The movement behind the bill gained significant and early support as prominent campaigners for the cause such as Vicky Phelan, Tom Curran and Gail O’Rorke lent their weight to Mr Kenny’s initiative. However, the support the bill has garnered is challenged by the criticism it has earned, even if that criticism has been largely going unseen.
In a recent letter to a number of media outlets, a group of consultant doctors said that they are “gravely concerned” by the possibility of euthanasia in Ireland.
The letter saw 17 members of the Irish Palliative Medicine Consultants’ Association (IPMCA) call on TDs to oppose the bill as it moved through the various stages, arguing that the law in Ireland requires no change.
They said: “Based on our collective experience over many decades of providing specialist care to thousands of individuals in Ireland and their families each year, we have closely observed the experiences of people who have lived and are living with serious illness.
“We worry about the impact on people who already struggle to have their voices heard in our society – older adults, the disabled, those with mental illness and others.
“We fear the most vulnerable are those who may be made to feel a burden to their families and come under pressure to end their lives prematurely.”
As support for the bill has grown among both politicians and public, doctors have increasingly come to the fore as a bulwark of opposition to the introduction of assisted suicide in Ireland.
Speaking on Newstalk’s Lunchtime Live programme last week, consultant geriatrician at Galway University Hospital Dr Shaun O’Keefe stated that “the majority” of Irish physicians were opposed to the bill.
Voicing an opinion that has circulated widely on social media, Dr O’Keefe said: “We are accustomed to seeing suicide as a scourge in our society…something that needs to be prevented; something that causes enormous hurt.
“So, there is just a massive dissonance between that and having physician assisted suicide as something socially sanctioned where doctors would be required to offer it as a service.”
Dr O’Keefe also drew attention to the broad manner in which the bill had been drafted – a criticism that has been levelled often at the Dying with Dignity Bill since its reintroduction.
The description of terminal illness as being incurable and progressive “which cannot be reversed by treatment”, coupled with the provision that the person is “likely to die as a result of that illness or complications relating thereto” leaves the door to assisted suicide wide open to sufferers of a wide variety of illnesses, critics say.

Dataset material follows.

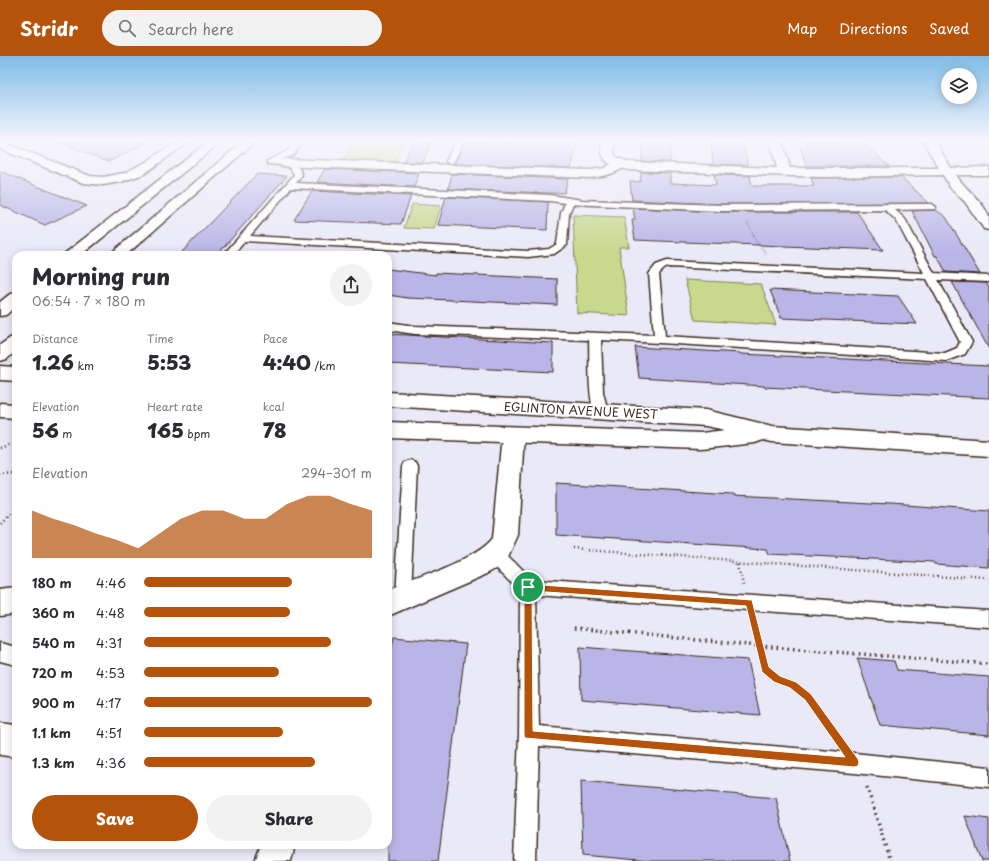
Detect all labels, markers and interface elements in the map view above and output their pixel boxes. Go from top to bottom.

If Ireland passed the bill, it would become one of only a handful of countries to make provision for assisted suicide”
The worry is that “once assisted suicide is accepted in principle, it becomes very difficult to draw a line. Many countries, which began by legalising assisted suicide on a very limited basis, have moved on to widen significantly the scope of that legislation,” as the Irish Bishops’ Conference recently stated.

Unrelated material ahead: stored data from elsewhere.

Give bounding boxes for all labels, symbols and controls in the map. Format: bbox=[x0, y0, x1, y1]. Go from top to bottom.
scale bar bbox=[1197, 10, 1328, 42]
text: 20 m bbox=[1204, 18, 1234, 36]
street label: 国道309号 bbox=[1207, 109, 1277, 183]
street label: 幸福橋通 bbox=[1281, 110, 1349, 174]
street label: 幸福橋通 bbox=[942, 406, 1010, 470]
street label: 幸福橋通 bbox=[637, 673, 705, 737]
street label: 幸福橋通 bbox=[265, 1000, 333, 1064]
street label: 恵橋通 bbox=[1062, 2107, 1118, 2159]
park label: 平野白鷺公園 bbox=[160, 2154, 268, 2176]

If Ireland passed the bill, it would become one of only a handful of countries to make provision for assisted suicide, standing alongside the Netherlands, Switzerland, and the US states of Washington and Oregon.
When the situation in each of these countries is examined, the fears of doctors and bishops opposed to the bill take on a stark reality, with figures showing year-on-year increases in assisted suicide.
The Netherlands introduced assisted suicide in 2002, with the figures for 2006 coming in at 1,923 deaths by euthanasia. By 2017, the figure had soared to 6,585 euthanasia cases. Similarly, in Switzerland, the number of people who died by assisted suicide rose from 43 in 1998 to more than 1,000 in 2015.
With Ireland surpassing even the wildest estimates for abortion last year, there’s little reason to believe the same won’t be true of assisted suicide.